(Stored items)
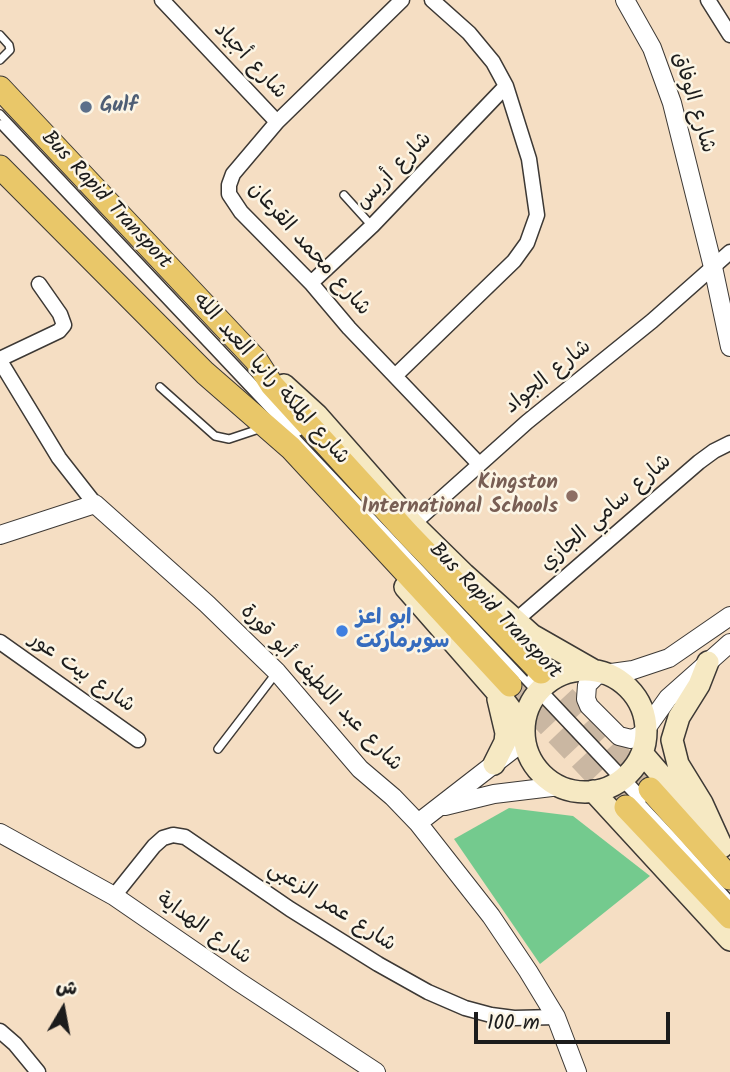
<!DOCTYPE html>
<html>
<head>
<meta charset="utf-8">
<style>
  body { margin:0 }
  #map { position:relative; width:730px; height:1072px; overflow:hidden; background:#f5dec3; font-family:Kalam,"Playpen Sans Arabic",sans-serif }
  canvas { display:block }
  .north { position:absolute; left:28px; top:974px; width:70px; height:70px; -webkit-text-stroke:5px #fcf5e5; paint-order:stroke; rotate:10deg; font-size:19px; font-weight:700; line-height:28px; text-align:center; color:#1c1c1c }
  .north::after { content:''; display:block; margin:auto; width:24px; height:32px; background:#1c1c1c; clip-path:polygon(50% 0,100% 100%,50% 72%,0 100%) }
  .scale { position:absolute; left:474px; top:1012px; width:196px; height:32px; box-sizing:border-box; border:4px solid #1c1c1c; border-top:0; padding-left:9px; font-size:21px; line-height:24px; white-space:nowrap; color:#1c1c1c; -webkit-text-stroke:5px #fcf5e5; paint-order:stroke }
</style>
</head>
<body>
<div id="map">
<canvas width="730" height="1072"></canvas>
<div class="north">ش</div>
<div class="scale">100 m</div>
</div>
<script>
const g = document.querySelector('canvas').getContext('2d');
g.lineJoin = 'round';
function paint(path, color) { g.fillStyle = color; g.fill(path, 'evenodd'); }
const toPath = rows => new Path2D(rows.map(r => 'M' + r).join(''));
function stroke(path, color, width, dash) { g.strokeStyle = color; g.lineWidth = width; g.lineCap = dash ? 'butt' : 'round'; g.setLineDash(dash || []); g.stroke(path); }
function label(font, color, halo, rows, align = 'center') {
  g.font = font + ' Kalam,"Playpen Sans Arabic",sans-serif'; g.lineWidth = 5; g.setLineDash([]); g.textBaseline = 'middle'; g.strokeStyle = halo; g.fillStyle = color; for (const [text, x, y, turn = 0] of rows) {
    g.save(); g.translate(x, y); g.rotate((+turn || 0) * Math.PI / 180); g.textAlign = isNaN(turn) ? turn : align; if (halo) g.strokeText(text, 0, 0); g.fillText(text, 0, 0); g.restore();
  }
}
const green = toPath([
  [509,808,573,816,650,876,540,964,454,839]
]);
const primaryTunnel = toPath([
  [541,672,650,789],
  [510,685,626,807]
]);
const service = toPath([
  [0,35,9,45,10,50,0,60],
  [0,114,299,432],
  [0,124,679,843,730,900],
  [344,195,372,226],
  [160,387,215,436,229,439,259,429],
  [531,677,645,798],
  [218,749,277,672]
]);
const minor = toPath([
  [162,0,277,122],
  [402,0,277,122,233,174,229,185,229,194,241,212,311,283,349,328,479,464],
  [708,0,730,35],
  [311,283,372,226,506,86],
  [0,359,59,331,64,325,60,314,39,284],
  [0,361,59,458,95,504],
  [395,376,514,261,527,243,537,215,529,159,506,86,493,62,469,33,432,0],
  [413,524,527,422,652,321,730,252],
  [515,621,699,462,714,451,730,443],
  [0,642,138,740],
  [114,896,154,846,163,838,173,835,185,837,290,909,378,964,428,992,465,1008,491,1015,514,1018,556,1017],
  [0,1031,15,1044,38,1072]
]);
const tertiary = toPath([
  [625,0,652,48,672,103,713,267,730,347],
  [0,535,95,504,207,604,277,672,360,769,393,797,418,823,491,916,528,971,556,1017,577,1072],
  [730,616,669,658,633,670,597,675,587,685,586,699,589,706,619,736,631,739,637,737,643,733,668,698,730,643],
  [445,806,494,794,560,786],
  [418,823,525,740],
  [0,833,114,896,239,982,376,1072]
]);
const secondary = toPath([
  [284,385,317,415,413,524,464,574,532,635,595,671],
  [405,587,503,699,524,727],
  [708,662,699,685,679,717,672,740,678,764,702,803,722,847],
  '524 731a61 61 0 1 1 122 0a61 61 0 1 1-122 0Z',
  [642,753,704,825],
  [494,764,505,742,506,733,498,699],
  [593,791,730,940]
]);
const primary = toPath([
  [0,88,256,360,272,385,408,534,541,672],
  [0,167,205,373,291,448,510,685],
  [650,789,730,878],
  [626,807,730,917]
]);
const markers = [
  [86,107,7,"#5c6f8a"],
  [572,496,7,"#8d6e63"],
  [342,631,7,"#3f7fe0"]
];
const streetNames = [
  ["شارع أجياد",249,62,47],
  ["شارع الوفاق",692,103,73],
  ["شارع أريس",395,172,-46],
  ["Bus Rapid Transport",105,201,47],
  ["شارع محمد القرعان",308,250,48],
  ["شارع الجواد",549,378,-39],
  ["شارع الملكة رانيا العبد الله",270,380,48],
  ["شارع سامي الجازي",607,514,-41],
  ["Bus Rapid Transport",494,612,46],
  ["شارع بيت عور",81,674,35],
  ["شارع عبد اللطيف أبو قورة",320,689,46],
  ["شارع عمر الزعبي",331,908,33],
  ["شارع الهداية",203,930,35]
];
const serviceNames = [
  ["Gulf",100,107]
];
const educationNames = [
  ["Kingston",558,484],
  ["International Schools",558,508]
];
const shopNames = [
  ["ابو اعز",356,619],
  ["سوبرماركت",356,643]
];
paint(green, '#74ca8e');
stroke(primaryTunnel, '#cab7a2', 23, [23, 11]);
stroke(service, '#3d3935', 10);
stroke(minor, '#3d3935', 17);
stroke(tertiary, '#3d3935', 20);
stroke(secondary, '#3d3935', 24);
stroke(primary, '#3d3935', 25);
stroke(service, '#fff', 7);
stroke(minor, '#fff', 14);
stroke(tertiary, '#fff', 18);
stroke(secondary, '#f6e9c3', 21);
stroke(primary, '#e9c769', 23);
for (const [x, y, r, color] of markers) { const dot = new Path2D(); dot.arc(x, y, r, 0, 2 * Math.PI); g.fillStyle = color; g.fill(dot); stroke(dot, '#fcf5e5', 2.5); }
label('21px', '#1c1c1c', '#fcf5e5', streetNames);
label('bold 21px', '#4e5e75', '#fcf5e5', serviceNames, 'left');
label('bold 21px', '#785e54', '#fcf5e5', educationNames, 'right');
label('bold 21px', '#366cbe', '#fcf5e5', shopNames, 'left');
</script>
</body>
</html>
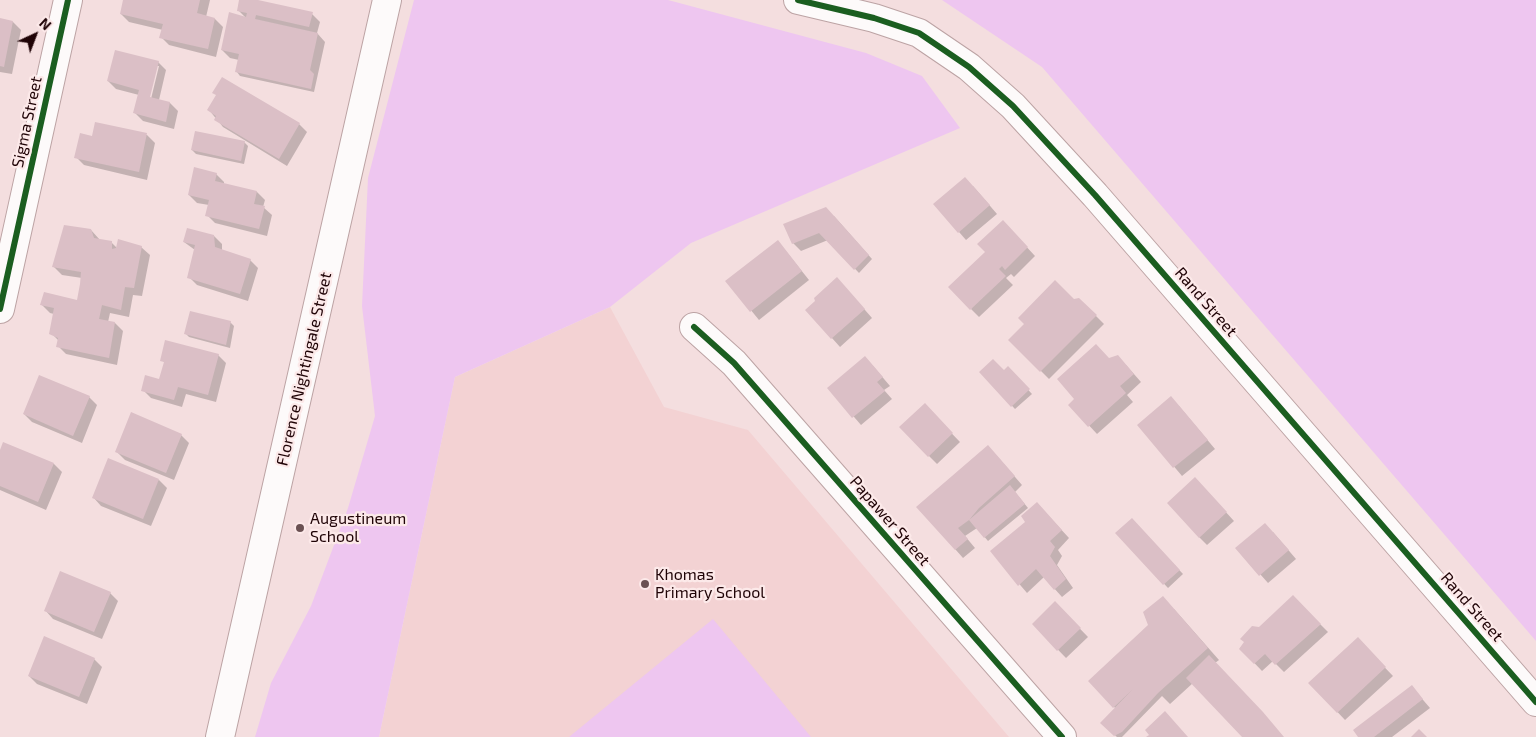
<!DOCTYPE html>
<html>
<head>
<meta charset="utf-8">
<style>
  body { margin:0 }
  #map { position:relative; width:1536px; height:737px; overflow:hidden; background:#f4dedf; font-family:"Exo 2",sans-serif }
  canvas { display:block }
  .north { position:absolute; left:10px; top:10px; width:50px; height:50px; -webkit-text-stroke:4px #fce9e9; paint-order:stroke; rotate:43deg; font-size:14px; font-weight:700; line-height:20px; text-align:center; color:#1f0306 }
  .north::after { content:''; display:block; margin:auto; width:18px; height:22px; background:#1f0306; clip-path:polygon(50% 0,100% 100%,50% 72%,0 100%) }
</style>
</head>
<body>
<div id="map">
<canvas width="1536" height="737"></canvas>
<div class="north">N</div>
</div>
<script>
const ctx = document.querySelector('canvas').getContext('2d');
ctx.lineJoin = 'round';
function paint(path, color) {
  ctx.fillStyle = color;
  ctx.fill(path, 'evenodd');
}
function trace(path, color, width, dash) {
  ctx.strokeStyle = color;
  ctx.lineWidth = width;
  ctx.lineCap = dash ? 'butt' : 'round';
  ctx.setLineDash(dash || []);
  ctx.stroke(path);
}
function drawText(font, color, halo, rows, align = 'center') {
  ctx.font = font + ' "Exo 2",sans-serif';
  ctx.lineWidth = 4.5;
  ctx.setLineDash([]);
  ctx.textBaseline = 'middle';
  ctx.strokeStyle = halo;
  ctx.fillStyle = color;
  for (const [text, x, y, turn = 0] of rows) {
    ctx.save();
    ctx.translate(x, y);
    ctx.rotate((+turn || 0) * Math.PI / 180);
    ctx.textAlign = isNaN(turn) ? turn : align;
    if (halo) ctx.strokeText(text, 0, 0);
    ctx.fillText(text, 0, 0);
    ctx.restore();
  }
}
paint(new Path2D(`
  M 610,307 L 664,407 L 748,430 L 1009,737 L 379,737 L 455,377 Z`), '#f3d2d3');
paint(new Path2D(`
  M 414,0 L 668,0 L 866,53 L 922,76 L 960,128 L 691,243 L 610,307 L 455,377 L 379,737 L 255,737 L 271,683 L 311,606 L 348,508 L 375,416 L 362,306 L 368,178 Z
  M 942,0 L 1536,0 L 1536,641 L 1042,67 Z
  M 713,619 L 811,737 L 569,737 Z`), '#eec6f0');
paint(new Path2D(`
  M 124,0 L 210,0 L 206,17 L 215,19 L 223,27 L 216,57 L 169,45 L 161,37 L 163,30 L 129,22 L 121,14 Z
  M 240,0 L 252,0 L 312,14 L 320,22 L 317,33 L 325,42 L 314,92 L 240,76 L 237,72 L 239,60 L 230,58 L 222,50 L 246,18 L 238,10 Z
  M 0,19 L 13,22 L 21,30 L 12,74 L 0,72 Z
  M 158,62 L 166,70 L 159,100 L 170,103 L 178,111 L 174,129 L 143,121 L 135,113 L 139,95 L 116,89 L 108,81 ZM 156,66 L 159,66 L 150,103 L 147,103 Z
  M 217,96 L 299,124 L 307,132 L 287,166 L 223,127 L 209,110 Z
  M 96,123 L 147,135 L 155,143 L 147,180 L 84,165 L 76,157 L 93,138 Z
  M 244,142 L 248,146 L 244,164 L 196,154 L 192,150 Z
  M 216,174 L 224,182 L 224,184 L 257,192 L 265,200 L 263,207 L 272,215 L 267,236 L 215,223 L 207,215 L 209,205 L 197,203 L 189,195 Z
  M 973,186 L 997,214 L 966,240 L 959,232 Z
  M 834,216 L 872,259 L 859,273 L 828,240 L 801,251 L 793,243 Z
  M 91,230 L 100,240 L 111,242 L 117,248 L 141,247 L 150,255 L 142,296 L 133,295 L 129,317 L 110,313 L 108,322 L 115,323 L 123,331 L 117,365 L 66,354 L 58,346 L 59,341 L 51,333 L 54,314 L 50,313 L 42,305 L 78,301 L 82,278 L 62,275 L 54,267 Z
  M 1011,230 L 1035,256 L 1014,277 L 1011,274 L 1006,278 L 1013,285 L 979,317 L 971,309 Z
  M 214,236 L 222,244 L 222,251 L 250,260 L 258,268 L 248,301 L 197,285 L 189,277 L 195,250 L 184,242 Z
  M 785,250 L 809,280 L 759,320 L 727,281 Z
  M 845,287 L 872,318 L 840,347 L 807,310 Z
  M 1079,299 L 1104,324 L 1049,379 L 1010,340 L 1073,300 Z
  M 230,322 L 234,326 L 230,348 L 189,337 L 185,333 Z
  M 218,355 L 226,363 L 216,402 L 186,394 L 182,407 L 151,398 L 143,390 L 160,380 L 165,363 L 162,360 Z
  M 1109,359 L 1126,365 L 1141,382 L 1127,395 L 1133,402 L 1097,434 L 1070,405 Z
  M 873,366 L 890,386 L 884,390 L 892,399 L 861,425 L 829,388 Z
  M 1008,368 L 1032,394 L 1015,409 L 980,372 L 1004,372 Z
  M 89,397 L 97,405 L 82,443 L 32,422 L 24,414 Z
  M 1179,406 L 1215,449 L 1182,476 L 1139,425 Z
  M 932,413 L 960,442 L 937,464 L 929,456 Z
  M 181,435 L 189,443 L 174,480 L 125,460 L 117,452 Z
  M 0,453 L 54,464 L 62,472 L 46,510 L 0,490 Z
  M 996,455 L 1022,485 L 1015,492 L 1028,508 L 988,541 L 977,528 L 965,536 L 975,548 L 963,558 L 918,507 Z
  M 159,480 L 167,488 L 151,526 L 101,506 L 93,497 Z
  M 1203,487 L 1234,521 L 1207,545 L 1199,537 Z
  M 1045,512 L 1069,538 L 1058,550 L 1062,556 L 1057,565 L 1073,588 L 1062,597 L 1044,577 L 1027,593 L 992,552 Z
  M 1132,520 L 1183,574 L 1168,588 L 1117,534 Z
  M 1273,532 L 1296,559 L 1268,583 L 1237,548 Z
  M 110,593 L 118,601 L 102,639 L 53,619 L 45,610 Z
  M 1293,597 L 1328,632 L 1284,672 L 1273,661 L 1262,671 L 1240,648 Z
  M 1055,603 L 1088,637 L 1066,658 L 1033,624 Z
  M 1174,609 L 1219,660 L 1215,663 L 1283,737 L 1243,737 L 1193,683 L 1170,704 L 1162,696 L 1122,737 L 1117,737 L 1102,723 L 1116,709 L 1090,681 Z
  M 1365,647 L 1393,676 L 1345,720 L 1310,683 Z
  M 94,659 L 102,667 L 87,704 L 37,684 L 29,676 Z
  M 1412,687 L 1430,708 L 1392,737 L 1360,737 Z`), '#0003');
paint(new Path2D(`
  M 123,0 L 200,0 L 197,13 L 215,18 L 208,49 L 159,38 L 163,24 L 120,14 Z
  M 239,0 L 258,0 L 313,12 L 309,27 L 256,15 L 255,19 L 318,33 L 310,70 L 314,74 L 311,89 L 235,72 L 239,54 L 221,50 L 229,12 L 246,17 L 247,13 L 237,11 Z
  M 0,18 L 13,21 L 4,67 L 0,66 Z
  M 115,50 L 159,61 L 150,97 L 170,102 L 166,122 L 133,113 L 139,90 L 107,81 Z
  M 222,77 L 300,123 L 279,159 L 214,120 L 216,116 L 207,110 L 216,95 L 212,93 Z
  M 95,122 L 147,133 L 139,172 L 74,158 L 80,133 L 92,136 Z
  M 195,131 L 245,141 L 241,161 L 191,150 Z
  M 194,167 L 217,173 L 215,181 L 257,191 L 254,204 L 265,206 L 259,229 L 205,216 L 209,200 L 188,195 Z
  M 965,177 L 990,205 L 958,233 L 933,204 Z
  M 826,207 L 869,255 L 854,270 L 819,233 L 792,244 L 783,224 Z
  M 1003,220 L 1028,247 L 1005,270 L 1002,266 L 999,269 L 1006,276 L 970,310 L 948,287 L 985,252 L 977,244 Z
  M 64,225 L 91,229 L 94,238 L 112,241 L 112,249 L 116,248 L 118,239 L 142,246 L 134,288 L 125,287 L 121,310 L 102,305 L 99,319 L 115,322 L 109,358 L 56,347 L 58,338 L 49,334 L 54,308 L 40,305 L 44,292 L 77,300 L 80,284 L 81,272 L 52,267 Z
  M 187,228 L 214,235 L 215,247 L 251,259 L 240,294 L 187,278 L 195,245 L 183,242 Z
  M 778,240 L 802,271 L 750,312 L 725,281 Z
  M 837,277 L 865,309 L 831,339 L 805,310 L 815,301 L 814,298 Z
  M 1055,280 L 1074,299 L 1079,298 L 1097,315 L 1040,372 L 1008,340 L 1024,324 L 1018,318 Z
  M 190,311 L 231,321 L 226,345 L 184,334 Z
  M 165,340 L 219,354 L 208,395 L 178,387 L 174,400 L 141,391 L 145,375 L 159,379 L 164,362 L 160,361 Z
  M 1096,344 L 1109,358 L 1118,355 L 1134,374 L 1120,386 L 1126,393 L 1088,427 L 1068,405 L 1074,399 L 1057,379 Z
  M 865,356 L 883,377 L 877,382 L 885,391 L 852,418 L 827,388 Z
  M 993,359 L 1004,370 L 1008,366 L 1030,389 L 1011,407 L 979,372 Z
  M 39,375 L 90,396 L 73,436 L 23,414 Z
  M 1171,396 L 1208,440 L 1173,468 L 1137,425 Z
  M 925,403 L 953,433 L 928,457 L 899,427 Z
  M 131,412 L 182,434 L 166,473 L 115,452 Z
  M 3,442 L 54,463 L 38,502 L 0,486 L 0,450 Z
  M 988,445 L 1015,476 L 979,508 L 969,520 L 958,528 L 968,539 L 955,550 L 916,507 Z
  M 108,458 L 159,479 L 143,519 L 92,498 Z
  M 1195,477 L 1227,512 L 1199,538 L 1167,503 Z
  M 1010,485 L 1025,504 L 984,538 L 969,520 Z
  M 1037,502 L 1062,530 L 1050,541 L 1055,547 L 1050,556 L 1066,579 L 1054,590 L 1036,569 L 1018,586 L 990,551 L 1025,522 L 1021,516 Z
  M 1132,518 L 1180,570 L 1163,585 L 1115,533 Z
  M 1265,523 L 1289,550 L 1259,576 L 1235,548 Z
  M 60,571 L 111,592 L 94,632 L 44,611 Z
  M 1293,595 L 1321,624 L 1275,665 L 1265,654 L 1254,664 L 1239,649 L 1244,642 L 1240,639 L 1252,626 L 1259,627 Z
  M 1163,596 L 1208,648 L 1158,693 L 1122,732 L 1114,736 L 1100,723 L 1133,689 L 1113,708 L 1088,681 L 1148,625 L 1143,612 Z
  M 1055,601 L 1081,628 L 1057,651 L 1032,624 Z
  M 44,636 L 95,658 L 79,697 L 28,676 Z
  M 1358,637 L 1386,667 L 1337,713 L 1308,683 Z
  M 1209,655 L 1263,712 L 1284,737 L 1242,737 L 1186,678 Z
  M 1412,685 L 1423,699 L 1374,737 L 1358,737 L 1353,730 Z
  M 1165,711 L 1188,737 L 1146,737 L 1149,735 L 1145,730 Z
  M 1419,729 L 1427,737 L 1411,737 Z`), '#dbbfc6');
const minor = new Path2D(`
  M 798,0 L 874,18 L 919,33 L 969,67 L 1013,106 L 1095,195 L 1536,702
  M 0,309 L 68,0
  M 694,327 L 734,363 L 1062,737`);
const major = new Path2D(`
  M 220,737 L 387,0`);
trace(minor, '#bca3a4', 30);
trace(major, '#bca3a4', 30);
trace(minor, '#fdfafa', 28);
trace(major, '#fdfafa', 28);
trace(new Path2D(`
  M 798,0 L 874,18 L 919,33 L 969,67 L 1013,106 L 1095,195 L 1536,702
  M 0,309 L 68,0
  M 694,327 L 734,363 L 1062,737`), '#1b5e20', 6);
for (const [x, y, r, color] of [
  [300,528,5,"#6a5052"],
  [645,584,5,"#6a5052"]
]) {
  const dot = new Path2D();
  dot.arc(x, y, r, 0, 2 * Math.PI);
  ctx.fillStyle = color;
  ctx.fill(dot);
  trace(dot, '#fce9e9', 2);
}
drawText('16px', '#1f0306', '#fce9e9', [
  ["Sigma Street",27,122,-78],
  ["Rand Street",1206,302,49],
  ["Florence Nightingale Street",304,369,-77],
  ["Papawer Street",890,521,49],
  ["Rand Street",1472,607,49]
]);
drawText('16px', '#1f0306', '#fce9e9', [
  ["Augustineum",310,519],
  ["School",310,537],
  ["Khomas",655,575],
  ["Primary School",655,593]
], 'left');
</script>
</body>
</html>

- [Exercise goal] Return each line of the data where the word "isNaN" appears.

- [Your response]
    g.save(); g.translate(x, y); g.rotate((+turn || 0) * Math.PI / 180); g.textAlign = isNaN(turn) ? turn : align; if (halo) g.strokeText(text, 0, 0); g.fillText(text, 0, 0); g.restore();
    ctx.textAlign = isNaN(turn) ? turn : align;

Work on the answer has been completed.